The Brief: The Office for National Statistics (ONS) released employment numbers today and revealed a decrease in unemployment rate now at 3.6% from May to July, dropping 0.2 percentage points lower than the previous three-month period (February to April). This is the lowest in 48 years as the number of people not seeking work reached more than 194,000, which includes workers leaving for full-time studies. Job vacancies in the three months to August also dropped to 34,000, which is the largest dip in two years.
Why It Matters: As the labour market is slowly rebounding from the impact of the pandemic, economic inactivity or the number of people who are not actively looking for work and not in work continues to grow, which had its peak at nearly 450,000 in January to March 2020. The ONS reports that as of the three months into July this year, it was recorded at 21.7%, higher by 0.4 percentage points compared in the previous three months, and 1.5 percentage points higher than pre-pandemic levels. Higher rates may drive inflation further, which is already at a 40-year high.

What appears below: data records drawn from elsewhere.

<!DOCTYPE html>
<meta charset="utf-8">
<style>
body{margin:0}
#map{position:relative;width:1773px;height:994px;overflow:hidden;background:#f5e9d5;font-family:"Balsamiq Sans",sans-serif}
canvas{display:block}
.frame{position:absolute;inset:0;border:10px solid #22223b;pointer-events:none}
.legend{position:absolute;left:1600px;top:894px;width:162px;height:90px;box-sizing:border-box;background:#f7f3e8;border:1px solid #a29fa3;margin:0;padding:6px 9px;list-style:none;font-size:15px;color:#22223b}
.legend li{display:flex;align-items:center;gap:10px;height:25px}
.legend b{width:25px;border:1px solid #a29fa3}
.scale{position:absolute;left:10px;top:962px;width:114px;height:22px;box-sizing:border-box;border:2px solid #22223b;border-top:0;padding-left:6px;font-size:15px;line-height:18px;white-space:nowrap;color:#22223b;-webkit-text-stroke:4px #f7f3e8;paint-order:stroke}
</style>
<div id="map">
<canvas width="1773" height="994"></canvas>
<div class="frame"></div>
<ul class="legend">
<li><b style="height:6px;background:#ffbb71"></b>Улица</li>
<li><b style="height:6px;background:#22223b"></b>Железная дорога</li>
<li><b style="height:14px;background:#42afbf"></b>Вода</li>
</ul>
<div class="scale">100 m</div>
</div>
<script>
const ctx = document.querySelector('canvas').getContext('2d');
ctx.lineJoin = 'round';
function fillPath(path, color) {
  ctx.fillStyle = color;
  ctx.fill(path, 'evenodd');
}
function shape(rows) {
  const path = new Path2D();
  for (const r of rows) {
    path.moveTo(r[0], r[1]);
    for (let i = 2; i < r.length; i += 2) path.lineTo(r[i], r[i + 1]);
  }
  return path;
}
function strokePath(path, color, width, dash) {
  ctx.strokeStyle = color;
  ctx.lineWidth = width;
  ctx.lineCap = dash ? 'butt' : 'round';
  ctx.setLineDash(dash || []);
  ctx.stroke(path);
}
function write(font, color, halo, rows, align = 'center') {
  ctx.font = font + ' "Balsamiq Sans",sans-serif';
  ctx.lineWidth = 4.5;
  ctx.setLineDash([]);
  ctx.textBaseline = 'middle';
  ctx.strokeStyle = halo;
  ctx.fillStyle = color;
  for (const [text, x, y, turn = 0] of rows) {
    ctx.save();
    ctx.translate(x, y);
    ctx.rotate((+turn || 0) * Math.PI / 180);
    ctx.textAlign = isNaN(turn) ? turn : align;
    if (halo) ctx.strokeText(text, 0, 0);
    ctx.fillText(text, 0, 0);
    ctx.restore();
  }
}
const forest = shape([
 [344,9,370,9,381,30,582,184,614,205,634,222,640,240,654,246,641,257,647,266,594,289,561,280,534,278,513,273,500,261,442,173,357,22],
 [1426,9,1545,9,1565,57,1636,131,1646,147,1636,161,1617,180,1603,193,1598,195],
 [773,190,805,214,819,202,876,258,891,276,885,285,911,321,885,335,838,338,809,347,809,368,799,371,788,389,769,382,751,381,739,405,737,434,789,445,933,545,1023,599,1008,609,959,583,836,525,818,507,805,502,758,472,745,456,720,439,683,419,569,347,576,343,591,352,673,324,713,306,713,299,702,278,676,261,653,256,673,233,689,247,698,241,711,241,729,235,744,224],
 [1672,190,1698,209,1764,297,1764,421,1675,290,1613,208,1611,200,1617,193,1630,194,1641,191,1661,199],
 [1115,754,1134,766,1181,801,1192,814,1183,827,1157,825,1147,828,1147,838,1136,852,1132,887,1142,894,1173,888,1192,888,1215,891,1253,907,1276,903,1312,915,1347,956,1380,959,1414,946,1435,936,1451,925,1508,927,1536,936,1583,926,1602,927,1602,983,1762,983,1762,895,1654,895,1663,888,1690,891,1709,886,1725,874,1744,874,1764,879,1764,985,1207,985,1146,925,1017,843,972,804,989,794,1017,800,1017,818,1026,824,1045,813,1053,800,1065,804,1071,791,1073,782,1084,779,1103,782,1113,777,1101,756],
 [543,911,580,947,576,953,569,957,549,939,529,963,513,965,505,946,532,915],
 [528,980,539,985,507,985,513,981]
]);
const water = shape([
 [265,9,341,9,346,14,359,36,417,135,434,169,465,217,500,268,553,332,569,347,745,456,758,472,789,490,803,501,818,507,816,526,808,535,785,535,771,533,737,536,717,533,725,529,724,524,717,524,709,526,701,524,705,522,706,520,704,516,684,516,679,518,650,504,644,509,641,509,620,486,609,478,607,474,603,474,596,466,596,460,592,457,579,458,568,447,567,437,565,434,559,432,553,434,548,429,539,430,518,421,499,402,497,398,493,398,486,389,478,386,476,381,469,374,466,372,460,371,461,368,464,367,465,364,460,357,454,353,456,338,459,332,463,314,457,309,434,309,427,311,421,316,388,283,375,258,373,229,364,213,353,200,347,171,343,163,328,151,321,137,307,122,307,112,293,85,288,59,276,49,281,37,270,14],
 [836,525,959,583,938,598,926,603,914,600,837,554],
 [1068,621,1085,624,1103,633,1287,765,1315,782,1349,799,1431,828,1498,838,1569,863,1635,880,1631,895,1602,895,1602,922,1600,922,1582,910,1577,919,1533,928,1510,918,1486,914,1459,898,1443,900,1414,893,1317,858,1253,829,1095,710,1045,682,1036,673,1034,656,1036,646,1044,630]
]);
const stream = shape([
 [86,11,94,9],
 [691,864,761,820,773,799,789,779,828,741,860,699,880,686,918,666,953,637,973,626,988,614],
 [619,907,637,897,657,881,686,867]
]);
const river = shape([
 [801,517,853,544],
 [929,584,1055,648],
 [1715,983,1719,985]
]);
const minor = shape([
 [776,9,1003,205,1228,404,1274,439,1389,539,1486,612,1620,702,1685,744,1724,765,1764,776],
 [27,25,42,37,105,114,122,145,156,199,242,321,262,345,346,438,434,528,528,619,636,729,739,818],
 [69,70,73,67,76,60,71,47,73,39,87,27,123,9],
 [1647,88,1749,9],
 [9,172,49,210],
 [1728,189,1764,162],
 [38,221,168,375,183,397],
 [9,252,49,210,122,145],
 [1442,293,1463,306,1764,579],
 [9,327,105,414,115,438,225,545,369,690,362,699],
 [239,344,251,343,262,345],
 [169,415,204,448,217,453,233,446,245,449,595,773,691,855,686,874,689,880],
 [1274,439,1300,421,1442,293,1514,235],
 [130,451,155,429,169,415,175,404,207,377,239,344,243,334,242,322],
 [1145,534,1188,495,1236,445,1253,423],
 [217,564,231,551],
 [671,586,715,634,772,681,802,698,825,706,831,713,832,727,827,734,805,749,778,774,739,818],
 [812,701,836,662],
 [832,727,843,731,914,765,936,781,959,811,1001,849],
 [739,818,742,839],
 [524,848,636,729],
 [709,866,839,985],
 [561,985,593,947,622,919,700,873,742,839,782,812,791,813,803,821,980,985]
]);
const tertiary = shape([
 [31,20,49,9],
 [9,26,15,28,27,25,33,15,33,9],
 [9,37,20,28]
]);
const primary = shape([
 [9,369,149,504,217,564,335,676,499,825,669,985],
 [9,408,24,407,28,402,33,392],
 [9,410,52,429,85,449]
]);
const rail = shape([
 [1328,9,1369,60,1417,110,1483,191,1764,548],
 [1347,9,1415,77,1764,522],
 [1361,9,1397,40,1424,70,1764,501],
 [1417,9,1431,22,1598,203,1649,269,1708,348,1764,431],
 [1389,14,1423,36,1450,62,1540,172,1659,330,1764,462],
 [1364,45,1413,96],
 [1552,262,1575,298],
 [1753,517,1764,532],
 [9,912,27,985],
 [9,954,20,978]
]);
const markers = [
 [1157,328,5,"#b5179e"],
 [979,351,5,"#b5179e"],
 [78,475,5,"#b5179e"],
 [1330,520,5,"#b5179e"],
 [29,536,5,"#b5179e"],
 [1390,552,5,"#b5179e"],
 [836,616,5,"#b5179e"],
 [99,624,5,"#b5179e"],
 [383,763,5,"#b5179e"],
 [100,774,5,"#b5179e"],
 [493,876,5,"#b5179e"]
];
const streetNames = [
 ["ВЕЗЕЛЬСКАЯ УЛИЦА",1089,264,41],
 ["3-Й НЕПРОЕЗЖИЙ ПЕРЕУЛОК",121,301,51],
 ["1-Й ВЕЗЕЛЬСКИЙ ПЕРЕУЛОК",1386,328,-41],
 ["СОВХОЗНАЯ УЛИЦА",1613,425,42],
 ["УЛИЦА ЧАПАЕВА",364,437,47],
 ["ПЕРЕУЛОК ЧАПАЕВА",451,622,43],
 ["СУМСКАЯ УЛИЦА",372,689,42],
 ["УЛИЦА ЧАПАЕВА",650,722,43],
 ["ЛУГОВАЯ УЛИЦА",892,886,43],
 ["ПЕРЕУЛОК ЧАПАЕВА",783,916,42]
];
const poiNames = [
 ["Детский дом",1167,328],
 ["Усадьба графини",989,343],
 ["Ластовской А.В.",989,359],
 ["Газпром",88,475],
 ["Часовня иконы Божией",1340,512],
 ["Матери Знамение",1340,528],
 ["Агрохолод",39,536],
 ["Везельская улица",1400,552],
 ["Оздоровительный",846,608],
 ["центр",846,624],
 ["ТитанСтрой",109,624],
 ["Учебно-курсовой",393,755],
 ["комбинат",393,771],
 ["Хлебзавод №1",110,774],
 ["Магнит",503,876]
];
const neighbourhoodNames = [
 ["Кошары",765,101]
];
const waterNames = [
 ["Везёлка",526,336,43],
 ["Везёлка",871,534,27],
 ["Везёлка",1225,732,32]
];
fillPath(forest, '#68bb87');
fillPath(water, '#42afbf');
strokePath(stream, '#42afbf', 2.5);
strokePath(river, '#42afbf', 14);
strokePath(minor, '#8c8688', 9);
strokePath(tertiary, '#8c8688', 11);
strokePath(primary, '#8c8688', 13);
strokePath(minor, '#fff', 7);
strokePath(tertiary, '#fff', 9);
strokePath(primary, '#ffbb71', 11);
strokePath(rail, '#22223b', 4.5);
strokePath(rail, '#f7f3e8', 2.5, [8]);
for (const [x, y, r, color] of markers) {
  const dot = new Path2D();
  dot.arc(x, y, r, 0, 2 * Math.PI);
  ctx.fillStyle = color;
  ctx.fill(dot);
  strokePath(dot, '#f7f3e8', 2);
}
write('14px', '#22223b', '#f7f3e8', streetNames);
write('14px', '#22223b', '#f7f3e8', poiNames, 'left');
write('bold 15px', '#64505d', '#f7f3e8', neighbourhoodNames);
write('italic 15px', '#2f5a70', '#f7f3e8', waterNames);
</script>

Finanze® Foresights: Increasing levels of people opting to move from employment to inactivity can highly influence chronic shortages of qualified candidates for available jobs. The start of the pandemic has caused many to cite poor health as the primary factor in their decision to leave the labour market. However, today’s declining COVID-19 infection rates and increased public mobility have not been effective at encouraging older workers to return even with lower health risks involved. We view the rise in inactivity therefore as being influenced by personal decisions among older age groups to retire early while younger workers opt to stay in education to further their skills until the economy returns to a more stable state despite the grim prospects ahead due to the headwinds involved.